Real Madrid have made a habit of European success down the years, winning the ultimate prize more times than any other club, and in 2017 they did what no one else could. (More Sports News)
But June 3, 2016 will be remembered by many for contrasting reasons, as Muhammad Ali – one of the greatest athletes ever – died, leaving the sporting world in despair.
This day is also notable for South African cricket, and specifically an historic captaincy announcement.
We take a look at the major sporting events to have happened on this day through the years.
2017 – Los Blancos continue their European reign
When Real Madrid and Juventus went head-to-head in Cardiff for the 2017 Champions League final, the omens appeared to be in favour of the Old Lady – no team had ever defended their title in the competition.
But Madrid are no ordinary club and history was theirs in Wales, as they became the first club to retain the Champions League.
Although Mario Mandzukic cancelled out Cristiano Ronaldo's well-taken 20th-minute opener with an outrageous over-the-shoulder volley, Madrid romped to a 4-1 victory in the second half.
Casemiro's deflected long-range effort put them back in front, Ronaldo turned in from close range to increase the deficit and Marco Asensio finished Juve off after brilliant work from Marcelo – they would go on to win the competition for a third successive season the following year.
2016 – Sport loses an icon
Arguably the most iconic boxer of all time, Muhammad Ali, died exactly four years ago.
His achievements in the ring were plentiful, Ali's most famous victories came in the Thrilla in Manila (1975) against Joe Frazier, and the Rumble in the Jungle (1974), in which he stunningly defeated George Foreman. The latter attracted an estimated one billion TV viewers.
Ali was renowned for his charisma, showmanship and quick wit, while he also wrote poetry and enjoyed success as a musician.
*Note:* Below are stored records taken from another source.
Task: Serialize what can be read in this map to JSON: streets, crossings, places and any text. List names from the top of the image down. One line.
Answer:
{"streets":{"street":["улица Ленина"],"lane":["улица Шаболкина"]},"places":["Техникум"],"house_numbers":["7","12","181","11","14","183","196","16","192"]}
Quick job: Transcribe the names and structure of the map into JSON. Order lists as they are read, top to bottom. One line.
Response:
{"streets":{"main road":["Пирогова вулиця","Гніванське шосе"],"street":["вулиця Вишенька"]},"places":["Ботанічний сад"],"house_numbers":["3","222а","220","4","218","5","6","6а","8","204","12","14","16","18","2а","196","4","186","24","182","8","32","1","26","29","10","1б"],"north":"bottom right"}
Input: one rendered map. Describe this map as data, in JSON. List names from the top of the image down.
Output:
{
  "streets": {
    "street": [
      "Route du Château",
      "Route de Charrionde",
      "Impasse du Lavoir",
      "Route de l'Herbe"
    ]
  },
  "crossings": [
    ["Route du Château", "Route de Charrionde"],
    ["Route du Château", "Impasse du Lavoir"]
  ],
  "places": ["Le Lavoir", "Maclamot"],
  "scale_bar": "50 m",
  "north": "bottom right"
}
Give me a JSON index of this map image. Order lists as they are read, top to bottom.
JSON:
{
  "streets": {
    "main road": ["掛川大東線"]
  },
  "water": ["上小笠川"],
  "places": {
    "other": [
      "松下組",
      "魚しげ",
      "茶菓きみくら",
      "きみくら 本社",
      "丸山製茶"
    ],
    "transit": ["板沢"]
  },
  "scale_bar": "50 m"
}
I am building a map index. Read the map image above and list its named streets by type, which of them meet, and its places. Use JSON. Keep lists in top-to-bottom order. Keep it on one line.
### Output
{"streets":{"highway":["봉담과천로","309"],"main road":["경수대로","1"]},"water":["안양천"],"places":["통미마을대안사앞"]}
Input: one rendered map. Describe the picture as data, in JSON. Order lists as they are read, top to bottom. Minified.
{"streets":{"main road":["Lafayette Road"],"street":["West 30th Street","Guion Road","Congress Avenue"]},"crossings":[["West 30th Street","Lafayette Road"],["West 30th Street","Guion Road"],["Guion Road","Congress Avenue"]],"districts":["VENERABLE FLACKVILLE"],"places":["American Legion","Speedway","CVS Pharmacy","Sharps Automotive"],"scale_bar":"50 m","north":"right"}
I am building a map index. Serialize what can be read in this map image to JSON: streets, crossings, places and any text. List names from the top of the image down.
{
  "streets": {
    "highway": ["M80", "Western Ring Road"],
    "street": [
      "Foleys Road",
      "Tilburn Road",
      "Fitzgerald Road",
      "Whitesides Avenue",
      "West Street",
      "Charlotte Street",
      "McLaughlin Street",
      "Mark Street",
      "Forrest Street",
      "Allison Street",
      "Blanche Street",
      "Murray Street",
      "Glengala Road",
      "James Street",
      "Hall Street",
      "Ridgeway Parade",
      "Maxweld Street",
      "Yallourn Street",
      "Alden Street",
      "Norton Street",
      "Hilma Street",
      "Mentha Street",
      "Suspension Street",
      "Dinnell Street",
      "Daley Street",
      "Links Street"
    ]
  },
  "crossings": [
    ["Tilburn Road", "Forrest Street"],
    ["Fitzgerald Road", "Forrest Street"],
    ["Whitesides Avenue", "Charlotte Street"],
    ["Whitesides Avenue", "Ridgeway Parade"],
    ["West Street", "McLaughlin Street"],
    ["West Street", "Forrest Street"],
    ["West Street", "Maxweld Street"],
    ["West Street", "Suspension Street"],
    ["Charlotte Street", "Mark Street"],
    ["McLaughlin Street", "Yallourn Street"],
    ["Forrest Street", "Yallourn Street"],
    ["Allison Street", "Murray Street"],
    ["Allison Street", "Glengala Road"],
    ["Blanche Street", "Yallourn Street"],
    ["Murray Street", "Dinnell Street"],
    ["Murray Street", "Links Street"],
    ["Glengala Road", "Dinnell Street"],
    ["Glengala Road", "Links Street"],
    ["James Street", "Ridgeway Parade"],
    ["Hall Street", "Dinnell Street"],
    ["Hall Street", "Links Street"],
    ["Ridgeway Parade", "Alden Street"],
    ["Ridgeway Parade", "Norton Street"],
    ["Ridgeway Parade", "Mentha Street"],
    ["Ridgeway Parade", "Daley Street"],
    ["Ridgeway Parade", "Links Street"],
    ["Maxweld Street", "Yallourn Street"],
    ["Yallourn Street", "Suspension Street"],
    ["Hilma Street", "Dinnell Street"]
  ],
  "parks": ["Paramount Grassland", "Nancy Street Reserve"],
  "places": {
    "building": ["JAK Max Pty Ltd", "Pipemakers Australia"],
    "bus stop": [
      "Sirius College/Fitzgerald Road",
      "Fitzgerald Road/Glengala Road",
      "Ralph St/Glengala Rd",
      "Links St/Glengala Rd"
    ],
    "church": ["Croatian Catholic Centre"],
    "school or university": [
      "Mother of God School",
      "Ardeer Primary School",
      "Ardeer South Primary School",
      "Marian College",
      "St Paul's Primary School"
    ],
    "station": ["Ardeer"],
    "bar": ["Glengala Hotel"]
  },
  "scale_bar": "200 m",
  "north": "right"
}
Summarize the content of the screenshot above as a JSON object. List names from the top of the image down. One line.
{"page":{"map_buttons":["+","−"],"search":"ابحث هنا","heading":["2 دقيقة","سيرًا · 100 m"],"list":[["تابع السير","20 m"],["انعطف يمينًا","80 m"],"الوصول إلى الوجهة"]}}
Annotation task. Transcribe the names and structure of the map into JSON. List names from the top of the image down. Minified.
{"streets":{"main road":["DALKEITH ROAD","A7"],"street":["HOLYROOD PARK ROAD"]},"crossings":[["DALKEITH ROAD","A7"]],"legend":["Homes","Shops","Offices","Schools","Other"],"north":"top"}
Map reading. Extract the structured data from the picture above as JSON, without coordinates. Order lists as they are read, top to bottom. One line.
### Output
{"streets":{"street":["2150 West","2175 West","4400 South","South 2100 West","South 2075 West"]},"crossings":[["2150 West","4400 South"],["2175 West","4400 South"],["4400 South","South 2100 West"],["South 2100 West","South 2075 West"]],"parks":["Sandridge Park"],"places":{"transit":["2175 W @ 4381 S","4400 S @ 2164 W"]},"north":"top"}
However, his impact as an activist is what he is best remembered for by many. Ali was stripped of his heavyweight titles after refusing to be drafted to the Vietnam War in 1966 and spent over three years away from the ring as he fought his conviction for draft evasion, which was overturned in 1971. His stance saw him grow into an inspirational figure in the civil rights movement.
He succumbed to Parkinson's syndrome in 2016, 32 years after making his diagnosis public. He continues to be regarded as one of the most significant and celebrated athletes in history.
2014 – An historic appointment for South African cricket
With Graeme Smith recently retiring from international cricket, in June 2014 South Africa made an historic appointment for his replacement as Test captain.
Batsman Hashim Amla got the nod despite many suspecting AB de Villiers – Smith's deputy – to have been the leading candidate for the role.
Durban-born Amla, who is of Indian descent, became South Africa's first non-white permanent Test captain in the process.
Amla retired from all forms of international cricket in August last year following the Cricket World Cup.
1999 – Malone named NBA MVP again
After a stellar 1998-99 season, Karl Malone of the Utah Jazz claimed the Maurice Podoloff trophy as he was named NBA MVP.
It was the second time he claimed the prize, making him – at that point – only the ninth player in NBA history to win it more than once, having also been a standout star two years earlier.
In 1998-99, which had a shortened calendar due to a lockout, Malone averaged 23.8 points, 9.4 rebounds and 4.1 assists as the Jazz went 37-13, but the San Antonio Spurs ended the season victorious.